HE AND JAKE ARE ON a plane to Australia, to Sydney. The plane is already taxiing on the runway. Jake is on the seat next to him, even now, and they are descending. He can see the edge of the continent below them, land after so many hours of ocean. Ben puts his arm around his son, pulls him close, “We’re nearly there.”
Sydney is hot and bright and shining. They can see the ocean from the car rental place at the airport. “G’day,” people say and smile. Everyone is smiling and tanned and wearing hats with corks. Jake wants to sit in the front of the car but Ben insists on the back because it’s safer. They drive north of the city, a road along the coast. They stop and run down to the beach—the feeling of the sand on their bare feet, the feeling of the cold water sucking at their toes. The Pacific Ocean! Jake tastes the water and makes a face, “Salty!”

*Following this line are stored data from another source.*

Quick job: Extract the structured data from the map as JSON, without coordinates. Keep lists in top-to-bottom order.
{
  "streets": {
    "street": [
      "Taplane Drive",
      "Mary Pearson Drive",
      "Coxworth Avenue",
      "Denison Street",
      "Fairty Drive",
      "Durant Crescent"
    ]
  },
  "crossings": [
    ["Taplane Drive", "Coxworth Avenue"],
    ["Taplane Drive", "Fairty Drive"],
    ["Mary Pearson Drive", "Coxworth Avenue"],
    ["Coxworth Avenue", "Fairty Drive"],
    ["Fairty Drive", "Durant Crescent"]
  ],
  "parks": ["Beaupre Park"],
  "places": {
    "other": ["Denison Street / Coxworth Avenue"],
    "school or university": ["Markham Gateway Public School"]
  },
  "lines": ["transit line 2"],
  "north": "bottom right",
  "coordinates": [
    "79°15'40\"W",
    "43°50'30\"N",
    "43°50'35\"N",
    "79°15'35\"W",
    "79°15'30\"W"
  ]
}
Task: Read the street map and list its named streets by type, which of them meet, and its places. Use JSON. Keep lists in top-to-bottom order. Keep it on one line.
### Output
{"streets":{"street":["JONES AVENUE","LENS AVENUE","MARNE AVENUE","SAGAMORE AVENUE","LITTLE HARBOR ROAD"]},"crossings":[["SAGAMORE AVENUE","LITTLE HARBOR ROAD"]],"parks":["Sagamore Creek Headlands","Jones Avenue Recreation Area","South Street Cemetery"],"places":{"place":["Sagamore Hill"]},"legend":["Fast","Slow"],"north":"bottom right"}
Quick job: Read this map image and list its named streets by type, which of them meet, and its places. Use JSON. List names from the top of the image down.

After a few days of driving, they cut inland and the landscape opens and flattens; it dries to red desert. They drive on a dirt track, so deeply red it’s like cranberry, and Ben lets Jake sit in the front seat. They can do whatever they want out here. They are safe and far, far away. The blue sky is a perfect dome above them, and the earth races out, untethered, in every direction, red sand, polka-dotted with spinifex. At night, there are stars, a mad splurge of stars, so many there is real starlight, no moon, just the light of the stars and the red earth turns dark purple, deep purple, maybe the color of a late-summer aubergine.
Meanwhile, meanwhile, Kay is walking along a street in London, she turns up three stone steps, through the open front door. The hall light is on, Michael cooking sausages because it’s all he can cook. Her children look up from their homework, they rush to her, throwing their weight around her hips where she once bore them. “Mummy, Mummy, Mummy.”